One recently validated measure of dyspnea in patients in hospice, notes Dr. Lief, includes well-known signs of respiratory distress, such as patients using accessory muscles for breathing and flaring their nostrils. “This measure seems to have some reliability in the hospice setting, but it has never been looked at in patients who are on mechanical ventilation in the ICU,” says Dr. Lief.
In another study supported by the NIH and National Cancer Institute, the Weill Cornell researchers are addressing the needs of family members of patients who die in the ICU. “Many studies of surviving loved ones and caregivers show that they have more post-traumatic stress disorder and prolonged grief than people whose loved ones die at home,” says Dr. Lief. “How can we mitigate that?

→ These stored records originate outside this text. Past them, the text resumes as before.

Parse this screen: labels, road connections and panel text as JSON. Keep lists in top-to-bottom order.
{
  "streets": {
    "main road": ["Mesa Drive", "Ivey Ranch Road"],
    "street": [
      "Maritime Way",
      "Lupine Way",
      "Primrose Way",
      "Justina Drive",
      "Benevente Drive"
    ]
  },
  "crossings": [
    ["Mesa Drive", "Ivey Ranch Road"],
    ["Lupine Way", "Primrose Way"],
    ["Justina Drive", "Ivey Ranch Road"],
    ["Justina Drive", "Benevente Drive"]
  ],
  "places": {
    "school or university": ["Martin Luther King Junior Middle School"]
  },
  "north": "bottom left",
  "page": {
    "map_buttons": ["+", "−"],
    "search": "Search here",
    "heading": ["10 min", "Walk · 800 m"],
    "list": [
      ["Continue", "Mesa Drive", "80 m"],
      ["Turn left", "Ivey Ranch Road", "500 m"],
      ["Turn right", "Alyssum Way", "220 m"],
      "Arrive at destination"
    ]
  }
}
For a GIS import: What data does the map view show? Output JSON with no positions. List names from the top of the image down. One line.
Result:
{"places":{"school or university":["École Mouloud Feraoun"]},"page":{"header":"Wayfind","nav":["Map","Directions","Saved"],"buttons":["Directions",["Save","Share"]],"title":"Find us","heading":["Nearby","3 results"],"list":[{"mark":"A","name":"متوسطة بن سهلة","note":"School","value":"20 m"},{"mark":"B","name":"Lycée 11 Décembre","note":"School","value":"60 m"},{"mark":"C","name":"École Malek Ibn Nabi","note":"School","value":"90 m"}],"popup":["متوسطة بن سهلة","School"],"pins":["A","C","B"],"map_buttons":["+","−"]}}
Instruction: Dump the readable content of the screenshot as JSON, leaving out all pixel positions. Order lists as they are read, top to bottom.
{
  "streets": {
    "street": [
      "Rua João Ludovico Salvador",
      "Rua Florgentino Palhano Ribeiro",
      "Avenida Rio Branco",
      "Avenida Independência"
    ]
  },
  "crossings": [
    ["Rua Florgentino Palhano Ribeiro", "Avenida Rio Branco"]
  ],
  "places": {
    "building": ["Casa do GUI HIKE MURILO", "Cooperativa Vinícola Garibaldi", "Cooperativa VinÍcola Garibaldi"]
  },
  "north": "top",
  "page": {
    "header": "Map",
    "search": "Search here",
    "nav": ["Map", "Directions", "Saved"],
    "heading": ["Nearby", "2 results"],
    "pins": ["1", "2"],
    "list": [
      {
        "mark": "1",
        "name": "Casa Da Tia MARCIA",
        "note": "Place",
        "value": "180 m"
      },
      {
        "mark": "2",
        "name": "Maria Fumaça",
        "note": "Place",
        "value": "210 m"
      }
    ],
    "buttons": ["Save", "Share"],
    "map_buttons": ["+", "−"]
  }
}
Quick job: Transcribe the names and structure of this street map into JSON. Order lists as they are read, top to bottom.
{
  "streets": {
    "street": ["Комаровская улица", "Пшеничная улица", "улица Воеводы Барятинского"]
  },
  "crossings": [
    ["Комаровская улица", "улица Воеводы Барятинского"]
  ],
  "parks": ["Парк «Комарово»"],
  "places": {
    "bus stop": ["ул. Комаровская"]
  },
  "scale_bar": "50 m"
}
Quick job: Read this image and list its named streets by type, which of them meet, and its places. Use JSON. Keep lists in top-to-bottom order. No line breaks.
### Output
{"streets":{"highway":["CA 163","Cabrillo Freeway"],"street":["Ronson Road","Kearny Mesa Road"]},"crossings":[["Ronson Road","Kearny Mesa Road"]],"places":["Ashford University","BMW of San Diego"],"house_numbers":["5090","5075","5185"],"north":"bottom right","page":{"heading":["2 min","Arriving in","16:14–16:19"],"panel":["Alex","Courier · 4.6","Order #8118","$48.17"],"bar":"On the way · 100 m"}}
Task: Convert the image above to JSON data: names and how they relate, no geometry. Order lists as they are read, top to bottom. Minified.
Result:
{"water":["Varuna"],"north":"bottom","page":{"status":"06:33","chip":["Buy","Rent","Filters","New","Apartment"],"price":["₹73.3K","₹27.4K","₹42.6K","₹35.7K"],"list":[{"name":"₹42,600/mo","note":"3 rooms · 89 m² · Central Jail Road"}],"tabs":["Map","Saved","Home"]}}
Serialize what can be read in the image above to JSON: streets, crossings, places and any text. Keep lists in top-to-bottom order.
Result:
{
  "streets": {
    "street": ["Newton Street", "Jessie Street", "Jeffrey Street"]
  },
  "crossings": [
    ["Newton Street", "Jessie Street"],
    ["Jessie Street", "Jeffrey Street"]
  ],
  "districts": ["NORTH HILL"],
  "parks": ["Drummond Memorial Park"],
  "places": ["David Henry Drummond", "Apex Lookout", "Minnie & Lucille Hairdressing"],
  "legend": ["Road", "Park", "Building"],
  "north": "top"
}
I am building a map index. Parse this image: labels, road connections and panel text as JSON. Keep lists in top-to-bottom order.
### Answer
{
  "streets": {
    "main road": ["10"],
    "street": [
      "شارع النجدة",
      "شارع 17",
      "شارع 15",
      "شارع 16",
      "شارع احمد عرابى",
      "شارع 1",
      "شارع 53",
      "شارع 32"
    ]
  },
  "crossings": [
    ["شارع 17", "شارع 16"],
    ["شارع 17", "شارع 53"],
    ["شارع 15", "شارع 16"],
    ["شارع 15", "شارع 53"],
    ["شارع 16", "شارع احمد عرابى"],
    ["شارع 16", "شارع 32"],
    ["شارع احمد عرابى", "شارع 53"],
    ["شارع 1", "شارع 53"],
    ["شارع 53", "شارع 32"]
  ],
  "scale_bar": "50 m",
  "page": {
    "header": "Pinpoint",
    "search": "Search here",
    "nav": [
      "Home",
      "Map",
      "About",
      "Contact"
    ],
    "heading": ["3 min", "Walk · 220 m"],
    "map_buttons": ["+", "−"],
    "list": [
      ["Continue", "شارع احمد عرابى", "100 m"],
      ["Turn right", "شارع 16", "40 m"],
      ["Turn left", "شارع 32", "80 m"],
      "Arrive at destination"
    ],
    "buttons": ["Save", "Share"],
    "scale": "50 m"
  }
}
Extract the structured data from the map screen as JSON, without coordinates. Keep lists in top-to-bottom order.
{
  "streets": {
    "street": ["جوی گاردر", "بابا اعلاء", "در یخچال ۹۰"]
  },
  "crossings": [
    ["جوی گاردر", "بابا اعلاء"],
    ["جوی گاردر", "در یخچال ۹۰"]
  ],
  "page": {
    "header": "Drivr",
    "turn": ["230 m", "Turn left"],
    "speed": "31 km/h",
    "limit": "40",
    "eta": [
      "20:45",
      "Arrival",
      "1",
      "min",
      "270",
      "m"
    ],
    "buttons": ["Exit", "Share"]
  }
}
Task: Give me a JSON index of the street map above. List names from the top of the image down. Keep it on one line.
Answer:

Does a condolence card from the doctor help? It turns out it does not. Does a palliative care intervention specifically with the caregiver help? It does not according to the single study that has looked at it. So, through this funding we are providing family members of sick patients in the ICU with four brief interventions with a psychologist to prevent PTSD by helping them to remain present despite the difficulty of the situation, and then following up with them after the patient passes.”
“The essence of our research,” adds Dr. Lief, “is to provide symptom relief for our patients – many of whom are at the end of life – and to help their families get through this most arduous time.”
Su A, Lief L, Berlin D, Cooper Z, Ouyang D, Holmes J, Maciejewski R, Maciejewski PK, Prigerson HG. Beyond pain: Nurses’ assessment of patient suffering, dignity, and dying in the intensive care unit. Journal of Pain and Symptom Management. 2018 Jun;55(6):1591-98.e1.